** Available data **
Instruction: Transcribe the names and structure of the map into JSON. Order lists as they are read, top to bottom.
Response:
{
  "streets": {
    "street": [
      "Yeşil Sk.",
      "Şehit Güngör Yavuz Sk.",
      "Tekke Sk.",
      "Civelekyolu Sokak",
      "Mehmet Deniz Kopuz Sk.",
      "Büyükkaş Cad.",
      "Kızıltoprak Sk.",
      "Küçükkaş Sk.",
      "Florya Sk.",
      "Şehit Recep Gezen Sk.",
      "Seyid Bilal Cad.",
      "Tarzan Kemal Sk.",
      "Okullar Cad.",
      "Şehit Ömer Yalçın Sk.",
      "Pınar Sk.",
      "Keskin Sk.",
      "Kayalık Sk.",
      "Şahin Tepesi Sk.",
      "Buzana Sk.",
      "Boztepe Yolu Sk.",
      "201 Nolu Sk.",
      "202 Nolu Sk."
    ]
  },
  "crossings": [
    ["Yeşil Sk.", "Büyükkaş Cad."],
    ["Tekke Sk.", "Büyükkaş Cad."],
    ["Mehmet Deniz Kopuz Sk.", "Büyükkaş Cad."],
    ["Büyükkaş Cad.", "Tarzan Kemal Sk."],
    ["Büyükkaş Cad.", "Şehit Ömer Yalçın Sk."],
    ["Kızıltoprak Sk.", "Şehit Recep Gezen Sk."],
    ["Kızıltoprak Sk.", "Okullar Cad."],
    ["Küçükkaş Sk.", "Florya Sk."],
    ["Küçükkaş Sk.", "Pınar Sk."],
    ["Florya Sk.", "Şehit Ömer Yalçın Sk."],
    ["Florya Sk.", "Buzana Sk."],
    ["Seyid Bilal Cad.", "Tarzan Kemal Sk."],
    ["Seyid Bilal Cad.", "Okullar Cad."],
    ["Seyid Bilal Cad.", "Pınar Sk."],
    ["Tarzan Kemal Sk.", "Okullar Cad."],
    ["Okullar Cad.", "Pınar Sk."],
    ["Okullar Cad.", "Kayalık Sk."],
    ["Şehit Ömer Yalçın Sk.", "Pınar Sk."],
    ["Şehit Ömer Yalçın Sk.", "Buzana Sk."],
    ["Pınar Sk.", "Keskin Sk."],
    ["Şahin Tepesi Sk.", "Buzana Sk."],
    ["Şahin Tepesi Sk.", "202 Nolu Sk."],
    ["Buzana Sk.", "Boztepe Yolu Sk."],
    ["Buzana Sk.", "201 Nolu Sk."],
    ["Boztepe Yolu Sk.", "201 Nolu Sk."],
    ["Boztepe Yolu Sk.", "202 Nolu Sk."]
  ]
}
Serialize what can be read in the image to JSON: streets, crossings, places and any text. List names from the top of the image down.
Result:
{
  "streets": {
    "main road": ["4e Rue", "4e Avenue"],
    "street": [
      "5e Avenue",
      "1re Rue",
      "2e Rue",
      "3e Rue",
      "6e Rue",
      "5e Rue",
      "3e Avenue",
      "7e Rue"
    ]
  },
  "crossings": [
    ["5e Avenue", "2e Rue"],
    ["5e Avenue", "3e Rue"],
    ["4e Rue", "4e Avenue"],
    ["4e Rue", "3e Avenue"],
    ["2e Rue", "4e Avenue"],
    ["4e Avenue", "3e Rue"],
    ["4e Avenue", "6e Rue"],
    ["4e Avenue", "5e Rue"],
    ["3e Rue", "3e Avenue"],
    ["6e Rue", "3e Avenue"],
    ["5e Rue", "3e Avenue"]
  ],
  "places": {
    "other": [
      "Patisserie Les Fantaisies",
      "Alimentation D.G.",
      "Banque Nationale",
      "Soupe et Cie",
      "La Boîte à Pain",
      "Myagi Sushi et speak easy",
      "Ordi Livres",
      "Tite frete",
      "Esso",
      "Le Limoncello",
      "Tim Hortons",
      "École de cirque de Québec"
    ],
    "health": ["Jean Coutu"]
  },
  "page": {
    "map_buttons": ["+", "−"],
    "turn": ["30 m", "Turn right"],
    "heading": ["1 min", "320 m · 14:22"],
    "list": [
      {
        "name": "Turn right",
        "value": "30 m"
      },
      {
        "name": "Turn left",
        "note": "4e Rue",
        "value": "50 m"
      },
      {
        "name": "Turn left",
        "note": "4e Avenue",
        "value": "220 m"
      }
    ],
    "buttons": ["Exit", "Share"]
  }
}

** Exercise **
Return all of the entries above exactly as they stand.

** Result for this exercise **
Instruction: Transcribe the names and structure of the map into JSON. Order lists as they are read, top to bottom.
Response:
{
  "streets": {
    "street": [
      "Yeşil Sk.",
      "Şehit Güngör Yavuz Sk.",
      "Tekke Sk.",
      "Civelekyolu Sokak",
      "Mehmet Deniz Kopuz Sk.",
      "Büyükkaş Cad.",
      "Kızıltoprak Sk.",
      "Küçükkaş Sk.",
      "Florya Sk.",
      "Şehit Recep Gezen Sk.",
      "Seyid Bilal Cad.",
      "Tarzan Kemal Sk.",
      "Okullar Cad.",
      "Şehit Ömer Yalçın Sk.",
      "Pınar Sk.",
      "Keskin Sk.",
      "Kayalık Sk.",
      "Şahin Tepesi Sk.",
      "Buzana Sk.",
      "Boztepe Yolu Sk.",
      "201 Nolu Sk.",
      "202 Nolu Sk."
    ]
  },
  "crossings": [
    ["Yeşil Sk.", "Büyükkaş Cad."],
    ["Tekke Sk.", "Büyükkaş Cad."],
    ["Mehmet Deniz Kopuz Sk.", "Büyükkaş Cad."],
    ["Büyükkaş Cad.", "Tarzan Kemal Sk."],
    ["Büyükkaş Cad.", "Şehit Ömer Yalçın Sk."],
    ["Kızıltoprak Sk.", "Şehit Recep Gezen Sk."],
    ["Kızıltoprak Sk.", "Okullar Cad."],
    ["Küçükkaş Sk.", "Florya Sk."],
    ["Küçükkaş Sk.", "Pınar Sk."],
    ["Florya Sk.", "Şehit Ömer Yalçın Sk."],
    ["Florya Sk.", "Buzana Sk."],
    ["Seyid Bilal Cad.", "Tarzan Kemal Sk."],
    ["Seyid Bilal Cad.", "Okullar Cad."],
    ["Seyid Bilal Cad.", "Pınar Sk."],
    ["Tarzan Kemal Sk.", "Okullar Cad."],
    ["Okullar Cad.", "Pınar Sk."],
    ["Okullar Cad.", "Kayalık Sk."],
    ["Şehit Ömer Yalçın Sk.", "Pınar Sk."],
    ["Şehit Ömer Yalçın Sk.", "Buzana Sk."],
    ["Pınar Sk.", "Keskin Sk."],
    ["Şahin Tepesi Sk.", "Buzana Sk."],
    ["Şahin Tepesi Sk.", "202 Nolu Sk."],
    ["Buzana Sk.", "Boztepe Yolu Sk."],
    ["Buzana Sk.", "201 Nolu Sk."],
    ["Boztepe Yolu Sk.", "201 Nolu Sk."],
    ["Boztepe Yolu Sk.", "202 Nolu Sk."]
  ]
}
Serialize what can be read in the image to JSON: streets, crossings, places and any text. List names from the top of the image down.
Result:
{
  "streets": {
    "main road": ["4e Rue", "4e Avenue"],
    "street": [
      "5e Avenue",
      "1re Rue",
      "2e Rue",
      "3e Rue",
      "6e Rue",
      "5e Rue",
      "3e Avenue",
      "7e Rue"
    ]
  },
  "crossings": [
    ["5e Avenue", "2e Rue"],
    ["5e Avenue", "3e Rue"],
    ["4e Rue", "4e Avenue"],
    ["4e Rue", "3e Avenue"],
    ["2e Rue", "4e Avenue"],
    ["4e Avenue", "3e Rue"],
    ["4e Avenue", "6e Rue"],
    ["4e Avenue", "5e Rue"],
    ["3e Rue", "3e Avenue"],
    ["6e Rue", "3e Avenue"],
    ["5e Rue", "3e Avenue"]
  ],
  "places": {
    "other": [
      "Patisserie Les Fantaisies",
      "Alimentation D.G.",
      "Banque Nationale",
      "Soupe et Cie",
      "La Boîte à Pain",
      "Myagi Sushi et speak easy",
      "Ordi Livres",
      "Tite frete",
      "Esso",
      "Le Limoncello",
      "Tim Hortons",
      "École de cirque de Québec"
    ],
    "health": ["Jean Coutu"]
  },
  "page": {
    "map_buttons": ["+", "−"],
    "turn": ["30 m", "Turn right"],
    "heading": ["1 min", "320 m · 14:22"],
    "list": [
      {
        "name": "Turn right",
        "value": "30 m"
      },
      {
        "name": "Turn left",
        "note": "4e Rue",
        "value": "50 m"
      },
      {
        "name": "Turn left",
        "note": "4e Avenue",
        "value": "220 m"
      }
    ],
    "buttons": ["Exit", "Share"]
  }
}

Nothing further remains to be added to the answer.